Compagno Mentana.
Di Marco Ottanelli
Qualche brevissima considerazione sul siluramento di Enrico
Mentana: non sono passate neanche 24 ore, che già il ricciolino del TG5
viene indicato, da una parte del centrosinistra, come la povera vittima del
regime berlusconiano, il democratico ed equilibrato stretto tra poteri più
forti di lui, in fondo, via, diciamolo, un nuovo possibile “compagno”.
Eh,
no. Mentana era il regime berlusconiano. Più sottile ed incidente delle
volgari manifestazioni di Fede e più tagliente dell’inutile Giordano. Come
già ricordava Daniela Gaudenzi, la sua promessa di incatenarsi con Maurizio
Costanzo qualora Santoro e Biagi fossero stati allontanati, ovviamente, è
caduta nel vuoto, ed il suo TG superpartes è stato la più formidabile arma
di propaganda forzista del decennio, proprio in quanto così “delicata” da
essere spesso seguita da una larga fetta di elettori di sinistra.
La
sua copertura degli avvenimenti era certamente meno censorea di Studio
Aperto, o meno fanatica del TG4, ma il taglio, quello, era univoco. Agli
ingenui il non rendersene conto.
Chi
poi, residente in Toscana, Umbria, Emilia Romagna, Lombardia e altre zone
di diffusione di La Nazione, Il Giorno, il Resto del Carlino (ovvero Il
Quotidiano Nazionale) abbia letto gli articoli di fondo di Mentana sui più
disparati argomenti, sa bene, e può testimoniare, che il placido e
pluralista anchorman televisivo si trasformava in un feroce e rigidissimo,
talvolta brutale, uomo del Capo, scagliandosi con una furia insospettata su
Giudici, girotondini, pacifisti e altra feccia del genere, e invocando seri
e immediati provvedimenti contro leggi quali la Par condicio, o le sentenze
della Corte Costituzionale sulla editoria.
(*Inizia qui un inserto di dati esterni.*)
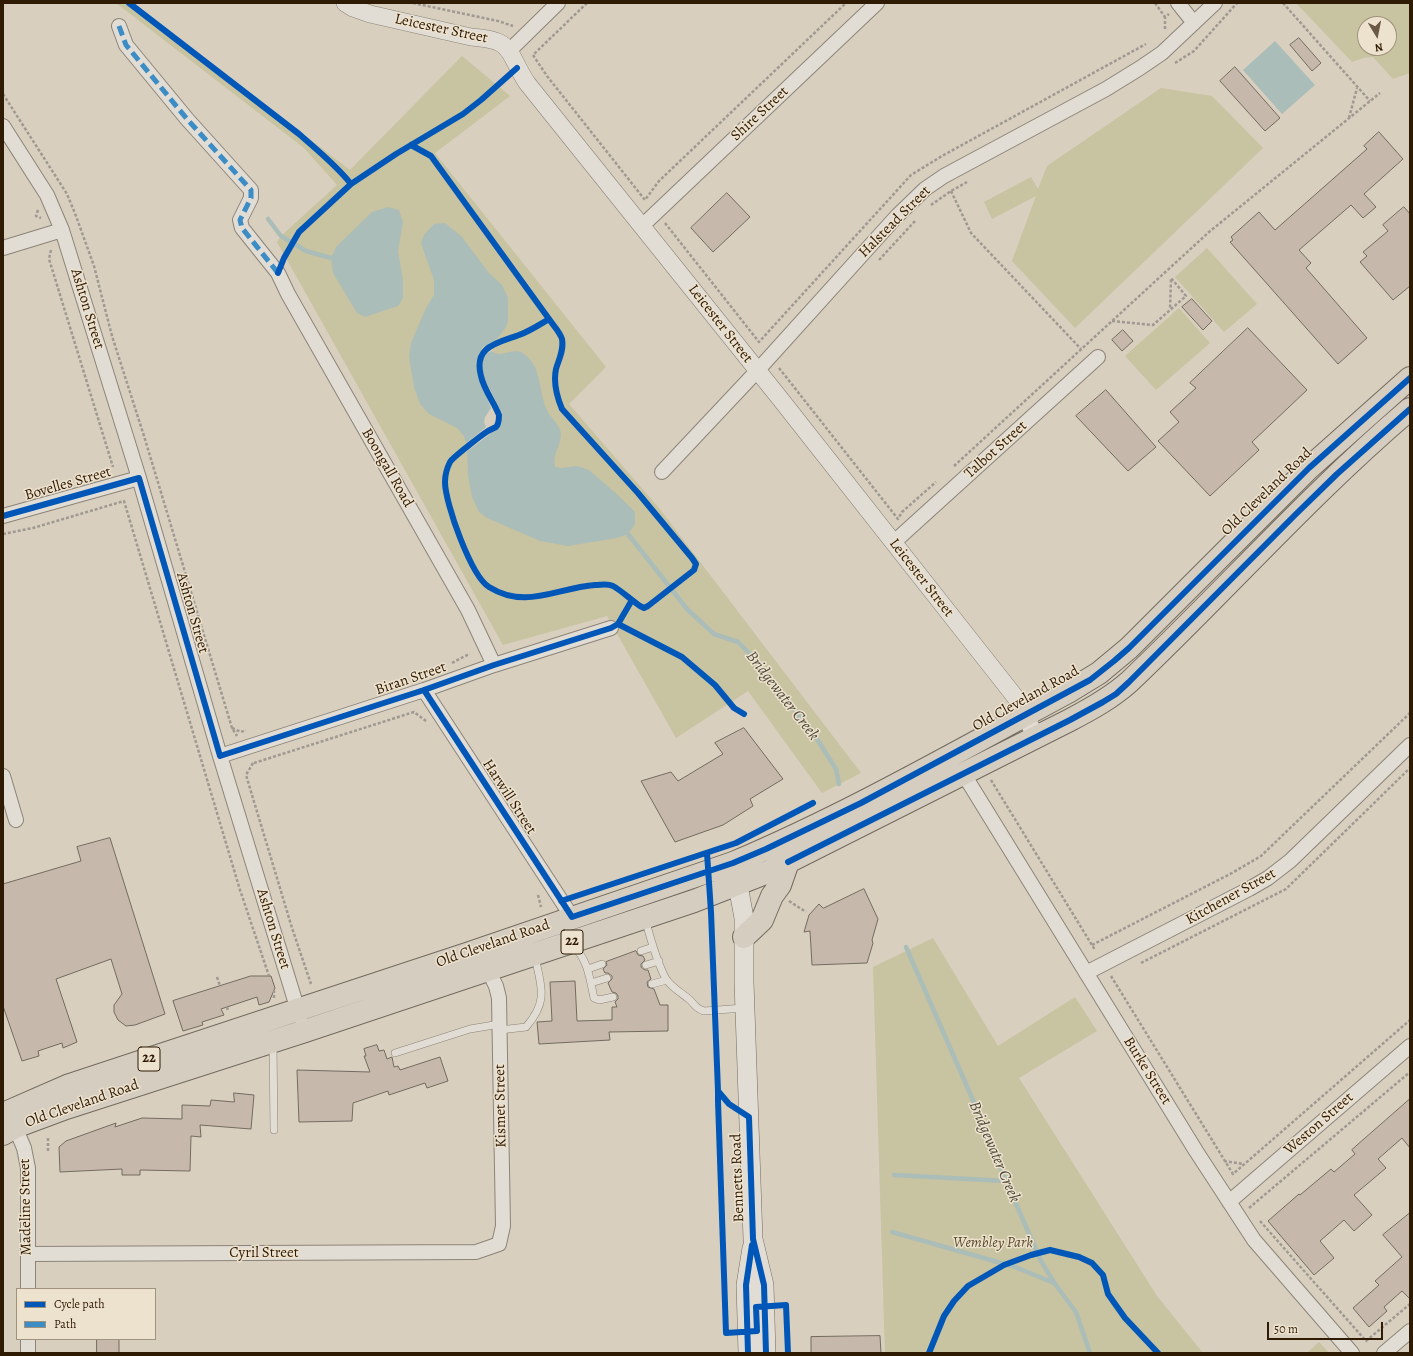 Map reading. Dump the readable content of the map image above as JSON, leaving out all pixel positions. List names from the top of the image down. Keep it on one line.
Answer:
{"streets":{"highway":["Old Cleveland Road","22"],"main road":["Bennetts Road"],"street":["Leicester Street","Shire Street","Halstead Street","Ashton Street","Talbot Street","Boongall Road","Bovelles Street","Biran Street","Harwill Street","Kitchener Street","Burke Street","Kismet Street","Weston Street","Madeline Street","Cyril Street"]},"crossings":[["Leicester Street","Shire Street"],["Leicester Street","Halstead Street"],["Leicester Street","Talbot Street"],["Leicester Street","Old Cleveland Road"],["Ashton Street","Bovelles Street"],["Ashton Street","Old Cleveland Road"],["Ashton Street","Biran Street"],["Boongall Road","Biran Street"],["Old Cleveland Road","Harwill Street"],["Old Cleveland Road","Burke Street"],["Old Cleveland Road","Kismet Street"],["Old Cleveland Road","Bennetts Road"],["Old Cleveland Road","Madeline Street"],["Biran Street","Harwill Street"],["Kitchener Street","Burke Street"],["Burke Street","Weston Street"],["Kismet Street","Cyril Street"],["Madeline Street","Cyril Street"]],"water":["Bridgewater Creek"],"parks":["Wembley Park"],"legend":["Cycle path","Path"],"scale_bar":"50 m","north":"bottom"}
Dottor Jekkil e Mister Hide, o
solo prudenza del piccolo schermo e libero sfogo sui quotidiani?
Enrico
Mentana giornalista della carta stampata è più gasparriano di Gasparri, più
finiano di Fini, più previtiano di Previti, più dellutriano di Dell’Utri, e
tanto berlusconiano quanto Berlusconi. Il Mentana ultrapopolar-raffinato
della televisione è la faccia buona di una mostruosa gestione dell’etere. La
sua sostituzione è uno dei tanti regolamenti di conti interni al
partito-azienda, regolamento disgustoso quanto l’azienda stessa. Non ci
appassiona. Non ci ispira tenerezza, Mentana.
Il servo che viene scacciato dal sempre più
esigente ( e forse irrazionale) padrone trovi collocazioni e solidarietà
dove meglio si adatta. Non è un compagno, non è il nostro compagno.